Review Article


Rib fracture repair

Thomas W. White, Sarah Majercik

Abstract

Blunt chest wall trauma and the resultant fracture of ribs is exceedingly common and is the source of significant morbidity and potential mortality. Surgical repair for markedly displaced rib fractures, particularly in the setting of flail chest has been attempted sporadically for over 50 years. In the last decade, rib-specific plating systems have been introduced. These have helped to usher in the era of modern rib repair and have made surgical stabilization of rib fractures (SSRF) technically easier, safer, and arguably more effective. Recently published consensus statements have attempted to codify the indications, contra-indications, timing, and technical aspects of SSRF. Patients with three or more severely displaced rib fractures or flail chest should be considered for repair whether they require mechanical ventilation or not.

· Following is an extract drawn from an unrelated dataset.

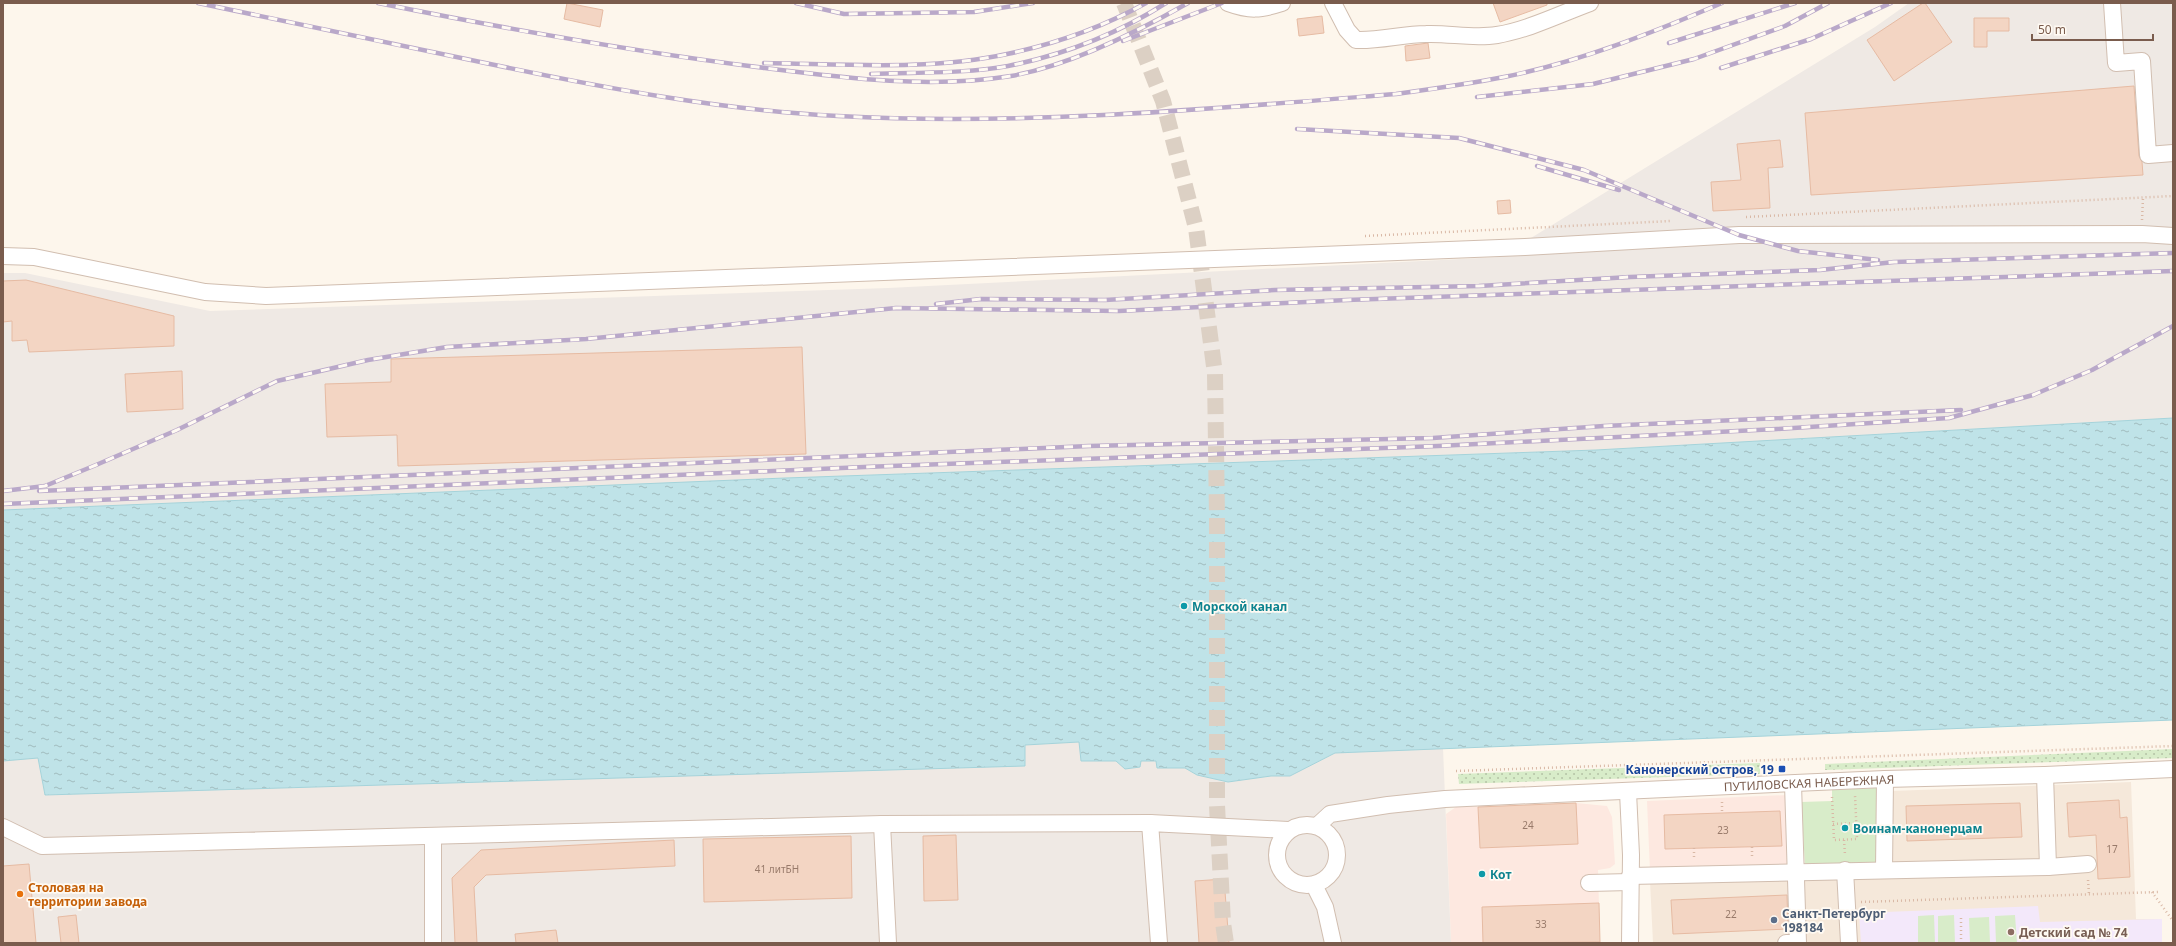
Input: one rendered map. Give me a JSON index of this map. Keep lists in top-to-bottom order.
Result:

Other candidates may include patients who fail optimal nonoperative management regardless of fracture pattern, and patients with rib fractures who require thoracotomy for another reason. Severe traumatic brain injury and unstable spine fracture are absolute contraindications to immediate SSRF. The role of pulmonary contusion in the decision to repair the unstable chest wall remains controversial, but in general is not a contraindication. Several rib-specific plating systems are now commercially available. They share multiple design features; notably, semi-rigid fixation with anterior plate positioning and locking screws. The flexible nature of ribs makes locking screws critical to minimize failure. These systems are low profile, made from titanium, and easily shapeable. Most rib repairs in the United States are performed by trauma or thoracic surgeons, although this varies from by center. Surgeons new to the principles of osteosynthesis may wish to enlist the help of an orthopedist colleague as they navigate their early experience.